Il libro di Saverio Orlando, La scogliera di levante, ha a che fare con tutta questa problematica, a partire dalla personalità dell’autore: ingegnere elettronico in aziende di telecomunicazioni fuori dalla Calabria eppure molto presente a Melito Porto Salvo, dove è nato ed è vissuto fino alla maturità classica; dopo il pensionamento si spartisce tra il Lazio, dove vivono i figli, e la Calabria ove si spende in consulenze gratuite per amministratori e nella presenza nei Consigli di amministrazione dell’università Mediterranea di Reggio Calabria e della startup Digiadvisors (risvolto della quarta di copertina).
La scogliera di levante del titolo ci porta in medias res: qui un giornalista di non lontane origini bruzie, vive e lavora a Torino ed ha scelto casualmente la Calabria meridionale come meta di una vacanza estiva, si incontra con un bidone portato dalla marea e che lo condurrà, auspice e suggeritore un anziano marinaio del luogo dal «soprannome parlante» (Sucarrinu), ad un traffico di rifiuti tossici sepolti in mare a qualche chilometro dalla spiaggia.
L’indagine, che dura le poche settimane della vacanza di Giancarlo Beltrami (tale è il nome del giornalista protagonista), si dipana tra un’avventura amorosa «durata lo spazio della vacanza», l’amarcord di un giornalista locale con il vizietto dell’archiviazione dilettantistica (tanto utile alla fabula del romanzo), la ricostruzione di una vicenda criminale in cui era sparito di lupara bianca un giovane ed innovatore sindaco del paese, la visita ad un magistrato in pensione con il cruccio di non aver sempre fatto le indagini a modo:
«Molti delinquenti furono tolti dalla circolazione ma dieci innocenti, dieci galantuomini che non avevano alcuna responsabilità ebbero la vita rovinata dalla mia iniziativa.
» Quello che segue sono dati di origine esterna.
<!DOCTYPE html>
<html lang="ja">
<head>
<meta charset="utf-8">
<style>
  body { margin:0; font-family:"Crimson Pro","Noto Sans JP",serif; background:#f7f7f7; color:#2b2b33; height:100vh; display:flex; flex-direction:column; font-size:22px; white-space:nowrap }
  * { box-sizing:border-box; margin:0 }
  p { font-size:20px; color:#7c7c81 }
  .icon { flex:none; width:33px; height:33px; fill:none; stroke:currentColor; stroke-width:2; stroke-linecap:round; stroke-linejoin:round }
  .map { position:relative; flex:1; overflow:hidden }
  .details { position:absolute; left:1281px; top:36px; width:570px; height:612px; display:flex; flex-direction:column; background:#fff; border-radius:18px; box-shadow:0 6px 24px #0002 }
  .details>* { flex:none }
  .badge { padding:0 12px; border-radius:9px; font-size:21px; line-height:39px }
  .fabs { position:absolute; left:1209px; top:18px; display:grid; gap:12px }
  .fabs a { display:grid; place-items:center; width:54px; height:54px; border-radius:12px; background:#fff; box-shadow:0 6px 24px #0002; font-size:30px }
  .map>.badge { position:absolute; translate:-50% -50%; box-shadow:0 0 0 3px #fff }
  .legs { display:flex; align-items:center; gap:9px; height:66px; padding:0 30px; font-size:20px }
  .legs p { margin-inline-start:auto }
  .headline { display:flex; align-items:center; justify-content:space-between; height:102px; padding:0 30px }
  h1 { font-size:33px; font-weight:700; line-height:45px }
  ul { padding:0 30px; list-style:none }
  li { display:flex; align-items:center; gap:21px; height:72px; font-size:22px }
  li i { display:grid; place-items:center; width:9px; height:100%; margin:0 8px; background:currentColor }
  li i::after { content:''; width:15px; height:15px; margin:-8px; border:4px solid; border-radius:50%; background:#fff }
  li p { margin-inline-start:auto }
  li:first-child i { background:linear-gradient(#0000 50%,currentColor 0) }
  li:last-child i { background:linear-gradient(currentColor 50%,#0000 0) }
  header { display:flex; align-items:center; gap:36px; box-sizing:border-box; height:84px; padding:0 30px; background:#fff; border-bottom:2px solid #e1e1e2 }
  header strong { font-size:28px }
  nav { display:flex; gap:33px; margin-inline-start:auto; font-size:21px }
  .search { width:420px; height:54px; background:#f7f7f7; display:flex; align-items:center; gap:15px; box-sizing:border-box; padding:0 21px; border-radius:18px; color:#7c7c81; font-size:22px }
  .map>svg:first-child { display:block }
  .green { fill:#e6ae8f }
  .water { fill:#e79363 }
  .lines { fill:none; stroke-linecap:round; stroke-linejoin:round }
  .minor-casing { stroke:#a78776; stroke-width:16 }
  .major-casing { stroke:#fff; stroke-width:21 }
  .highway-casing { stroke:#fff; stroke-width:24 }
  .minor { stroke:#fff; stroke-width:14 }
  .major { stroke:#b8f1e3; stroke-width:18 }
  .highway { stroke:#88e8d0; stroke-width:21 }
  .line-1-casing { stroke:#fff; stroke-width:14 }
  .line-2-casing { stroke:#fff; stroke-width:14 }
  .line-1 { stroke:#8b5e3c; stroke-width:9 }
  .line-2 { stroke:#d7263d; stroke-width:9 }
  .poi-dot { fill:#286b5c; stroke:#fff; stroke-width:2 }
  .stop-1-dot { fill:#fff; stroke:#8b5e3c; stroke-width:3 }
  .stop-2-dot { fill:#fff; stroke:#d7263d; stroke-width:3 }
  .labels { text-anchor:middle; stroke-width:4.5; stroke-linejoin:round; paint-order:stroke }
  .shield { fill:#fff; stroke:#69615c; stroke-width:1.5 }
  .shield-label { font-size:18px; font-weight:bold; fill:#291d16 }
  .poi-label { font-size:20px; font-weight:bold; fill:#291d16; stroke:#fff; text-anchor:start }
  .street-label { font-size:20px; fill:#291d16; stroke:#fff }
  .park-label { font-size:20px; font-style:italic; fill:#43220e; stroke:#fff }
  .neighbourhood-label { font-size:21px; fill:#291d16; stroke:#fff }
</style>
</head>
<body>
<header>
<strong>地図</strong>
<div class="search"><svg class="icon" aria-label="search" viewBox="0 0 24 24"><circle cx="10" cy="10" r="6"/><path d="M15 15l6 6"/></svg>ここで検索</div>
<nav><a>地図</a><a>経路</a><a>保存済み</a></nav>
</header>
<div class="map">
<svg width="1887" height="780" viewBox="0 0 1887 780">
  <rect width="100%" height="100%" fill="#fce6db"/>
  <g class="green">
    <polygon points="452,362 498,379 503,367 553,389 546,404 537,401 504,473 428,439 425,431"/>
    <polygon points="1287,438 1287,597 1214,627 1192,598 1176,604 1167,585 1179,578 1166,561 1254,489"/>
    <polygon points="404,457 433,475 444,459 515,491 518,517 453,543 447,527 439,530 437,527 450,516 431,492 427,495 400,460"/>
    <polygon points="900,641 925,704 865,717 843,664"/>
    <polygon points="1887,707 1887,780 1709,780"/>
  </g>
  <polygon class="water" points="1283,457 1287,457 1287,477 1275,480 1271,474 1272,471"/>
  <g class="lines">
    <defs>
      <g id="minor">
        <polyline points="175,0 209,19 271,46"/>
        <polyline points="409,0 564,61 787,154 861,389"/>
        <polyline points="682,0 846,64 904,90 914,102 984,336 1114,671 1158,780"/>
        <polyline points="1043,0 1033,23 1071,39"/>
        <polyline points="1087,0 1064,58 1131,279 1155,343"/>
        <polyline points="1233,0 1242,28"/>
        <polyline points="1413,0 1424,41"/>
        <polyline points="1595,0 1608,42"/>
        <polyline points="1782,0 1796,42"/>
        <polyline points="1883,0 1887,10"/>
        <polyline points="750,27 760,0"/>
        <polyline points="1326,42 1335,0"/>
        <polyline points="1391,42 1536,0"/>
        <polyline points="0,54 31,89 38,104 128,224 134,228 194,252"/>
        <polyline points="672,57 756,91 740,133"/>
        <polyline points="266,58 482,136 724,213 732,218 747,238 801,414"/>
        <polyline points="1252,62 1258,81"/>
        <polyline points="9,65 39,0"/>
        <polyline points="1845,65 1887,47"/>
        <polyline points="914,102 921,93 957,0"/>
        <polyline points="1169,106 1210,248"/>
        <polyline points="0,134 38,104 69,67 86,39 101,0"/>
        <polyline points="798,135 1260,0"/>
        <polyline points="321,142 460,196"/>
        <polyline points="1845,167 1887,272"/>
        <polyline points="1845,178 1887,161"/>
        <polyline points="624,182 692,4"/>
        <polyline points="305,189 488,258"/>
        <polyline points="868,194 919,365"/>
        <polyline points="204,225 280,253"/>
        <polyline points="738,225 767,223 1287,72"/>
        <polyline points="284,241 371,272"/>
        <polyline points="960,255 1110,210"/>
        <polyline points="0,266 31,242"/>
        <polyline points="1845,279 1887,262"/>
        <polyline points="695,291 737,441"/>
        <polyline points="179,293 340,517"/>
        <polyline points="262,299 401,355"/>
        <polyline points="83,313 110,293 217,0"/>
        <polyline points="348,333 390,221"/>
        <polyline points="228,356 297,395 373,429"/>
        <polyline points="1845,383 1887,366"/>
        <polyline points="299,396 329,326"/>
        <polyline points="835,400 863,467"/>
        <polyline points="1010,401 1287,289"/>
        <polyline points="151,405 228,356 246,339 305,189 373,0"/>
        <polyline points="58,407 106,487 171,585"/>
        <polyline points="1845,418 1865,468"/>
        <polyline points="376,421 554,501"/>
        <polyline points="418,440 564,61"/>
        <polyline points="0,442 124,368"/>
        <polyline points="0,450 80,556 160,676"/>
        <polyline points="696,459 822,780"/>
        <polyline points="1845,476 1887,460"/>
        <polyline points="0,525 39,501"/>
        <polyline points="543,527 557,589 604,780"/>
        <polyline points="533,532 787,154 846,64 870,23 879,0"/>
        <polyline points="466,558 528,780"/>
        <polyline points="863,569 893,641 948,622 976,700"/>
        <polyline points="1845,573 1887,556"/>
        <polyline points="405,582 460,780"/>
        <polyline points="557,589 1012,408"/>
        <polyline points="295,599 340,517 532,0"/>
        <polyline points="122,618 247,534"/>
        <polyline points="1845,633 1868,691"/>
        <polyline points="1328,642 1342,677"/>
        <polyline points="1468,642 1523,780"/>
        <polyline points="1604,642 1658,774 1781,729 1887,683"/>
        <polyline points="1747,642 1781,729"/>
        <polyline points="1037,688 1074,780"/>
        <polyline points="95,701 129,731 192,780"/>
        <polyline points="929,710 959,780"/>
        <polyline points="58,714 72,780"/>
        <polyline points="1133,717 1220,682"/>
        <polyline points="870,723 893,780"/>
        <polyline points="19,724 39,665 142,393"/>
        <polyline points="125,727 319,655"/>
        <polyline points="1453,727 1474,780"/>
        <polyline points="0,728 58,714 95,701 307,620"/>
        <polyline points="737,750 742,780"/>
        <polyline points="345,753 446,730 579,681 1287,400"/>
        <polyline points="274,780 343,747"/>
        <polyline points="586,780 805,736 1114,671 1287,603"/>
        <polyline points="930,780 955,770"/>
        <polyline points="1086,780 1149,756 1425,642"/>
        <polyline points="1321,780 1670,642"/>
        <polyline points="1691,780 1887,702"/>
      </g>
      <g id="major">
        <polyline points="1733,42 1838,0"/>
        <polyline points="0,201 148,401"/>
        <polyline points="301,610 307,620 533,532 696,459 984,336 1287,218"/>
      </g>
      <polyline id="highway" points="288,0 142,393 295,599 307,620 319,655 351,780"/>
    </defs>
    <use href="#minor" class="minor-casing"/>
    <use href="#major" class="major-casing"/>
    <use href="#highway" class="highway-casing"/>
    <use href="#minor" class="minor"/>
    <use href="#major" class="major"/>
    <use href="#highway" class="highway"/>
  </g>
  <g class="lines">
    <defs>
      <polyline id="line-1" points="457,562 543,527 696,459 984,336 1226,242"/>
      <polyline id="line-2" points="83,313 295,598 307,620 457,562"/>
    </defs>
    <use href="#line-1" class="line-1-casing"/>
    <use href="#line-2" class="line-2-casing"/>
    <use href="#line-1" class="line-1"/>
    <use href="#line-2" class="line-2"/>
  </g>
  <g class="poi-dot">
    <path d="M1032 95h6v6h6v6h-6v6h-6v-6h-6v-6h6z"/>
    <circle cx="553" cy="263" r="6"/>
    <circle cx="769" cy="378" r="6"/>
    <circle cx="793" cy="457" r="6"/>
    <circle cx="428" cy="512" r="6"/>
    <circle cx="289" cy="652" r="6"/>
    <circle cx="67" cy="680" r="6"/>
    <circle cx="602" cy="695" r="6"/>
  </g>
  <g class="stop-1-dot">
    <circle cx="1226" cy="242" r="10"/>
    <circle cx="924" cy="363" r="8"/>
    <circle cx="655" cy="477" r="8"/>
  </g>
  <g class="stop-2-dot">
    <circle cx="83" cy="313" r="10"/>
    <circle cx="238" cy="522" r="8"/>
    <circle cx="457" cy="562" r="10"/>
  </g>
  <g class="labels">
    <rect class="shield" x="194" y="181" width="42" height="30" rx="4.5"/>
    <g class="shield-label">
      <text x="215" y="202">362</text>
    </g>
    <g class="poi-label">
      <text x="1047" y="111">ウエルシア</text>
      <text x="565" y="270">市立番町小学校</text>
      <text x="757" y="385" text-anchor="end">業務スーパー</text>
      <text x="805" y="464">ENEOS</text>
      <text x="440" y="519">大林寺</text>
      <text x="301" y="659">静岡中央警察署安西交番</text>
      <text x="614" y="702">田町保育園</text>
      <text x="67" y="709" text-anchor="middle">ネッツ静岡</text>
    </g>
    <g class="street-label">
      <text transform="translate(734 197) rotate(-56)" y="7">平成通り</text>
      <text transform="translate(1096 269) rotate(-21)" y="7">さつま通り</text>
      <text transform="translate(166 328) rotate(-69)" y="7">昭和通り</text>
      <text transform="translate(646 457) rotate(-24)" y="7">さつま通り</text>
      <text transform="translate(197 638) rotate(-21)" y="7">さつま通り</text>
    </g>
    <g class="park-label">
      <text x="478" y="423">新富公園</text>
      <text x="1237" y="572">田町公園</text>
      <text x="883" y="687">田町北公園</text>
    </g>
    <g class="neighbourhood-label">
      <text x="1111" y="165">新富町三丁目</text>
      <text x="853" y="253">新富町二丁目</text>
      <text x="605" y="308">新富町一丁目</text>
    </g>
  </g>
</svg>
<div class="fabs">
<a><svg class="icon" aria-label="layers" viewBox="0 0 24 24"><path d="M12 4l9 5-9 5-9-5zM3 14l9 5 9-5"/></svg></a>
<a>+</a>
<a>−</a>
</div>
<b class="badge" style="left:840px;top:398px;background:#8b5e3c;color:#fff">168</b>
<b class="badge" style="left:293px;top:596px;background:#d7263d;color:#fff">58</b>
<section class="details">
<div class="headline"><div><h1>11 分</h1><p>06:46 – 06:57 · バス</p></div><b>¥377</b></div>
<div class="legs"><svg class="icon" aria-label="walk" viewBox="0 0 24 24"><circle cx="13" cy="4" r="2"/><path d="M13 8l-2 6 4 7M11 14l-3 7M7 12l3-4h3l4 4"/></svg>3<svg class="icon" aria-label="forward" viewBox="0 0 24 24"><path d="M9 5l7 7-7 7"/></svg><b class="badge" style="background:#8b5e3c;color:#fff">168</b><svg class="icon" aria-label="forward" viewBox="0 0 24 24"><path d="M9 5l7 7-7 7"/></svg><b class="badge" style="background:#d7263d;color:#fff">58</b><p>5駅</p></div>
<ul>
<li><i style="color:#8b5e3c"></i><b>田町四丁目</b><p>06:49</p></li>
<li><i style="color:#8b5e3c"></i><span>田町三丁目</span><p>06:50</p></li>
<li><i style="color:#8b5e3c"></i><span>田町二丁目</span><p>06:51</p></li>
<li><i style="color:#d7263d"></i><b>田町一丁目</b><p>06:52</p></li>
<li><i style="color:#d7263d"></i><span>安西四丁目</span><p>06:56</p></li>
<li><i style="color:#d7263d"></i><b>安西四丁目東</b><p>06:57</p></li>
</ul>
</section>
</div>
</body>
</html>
Non avevo approfondito abbastanza. Mi ero fidato di riscontri che poi si rivelarono infondati. C’era pure qualche caso di omonimia». (p. 141).
Il lettore scoprirà come gli avi del protagonista furono vittime del nuovo corso criminale innescato a Chorìo (il nome del paese marino dove è ambientato il racconto appartiene a frazioni montane di comuni dell’area grecanica e proviene dalla toponomastica greca: χώρα, contrada, regione, paese, χωρίον, diminutivo di χώρα) dall’innesto della speculazione metropolitana («una grande società milanese aveva presentato un progetto preliminare per costruire lungo tutto il litorale alberghi, villette, villaggi turistici» p. 94) sulla primitiva e ruspante criminalità paesana.
E risalta, nella ricostruzione dell’autore, il male più consolidato che colpisce la stragrande maggioranza degli abitanti di Chorìo di fronte allo scempio urbanistico: «Un male che si chiama rassegnazione che colpisce i più e che li porta ad accettare la sopraffazione del prepotente di turno e l’indifferenza della comunità cui li hanno convinti di appartenere ma che li ignora da sempre, tranne quando ne ha bisogno per alimentare e sostenere i suoi interessi» (p. 152)
Meritano di essere segnalate la scrittura semplice e lineare («la semplicità che è difficile a farsi» avrebbe detto Brecht), la padronanza lessicale, la naturalezza dei dialoghi: insomma un romanzo olimpico ed apollineo.
Ne ha bisogno la letteratura contemporanea, specialmente calabra, alla ricerca spasmodica di qualche lettore residuale e caricata di troppe stranezze oltre che di replicate, granguignolesche e pornografiche macellerie criminali mutuate dal cinema horror.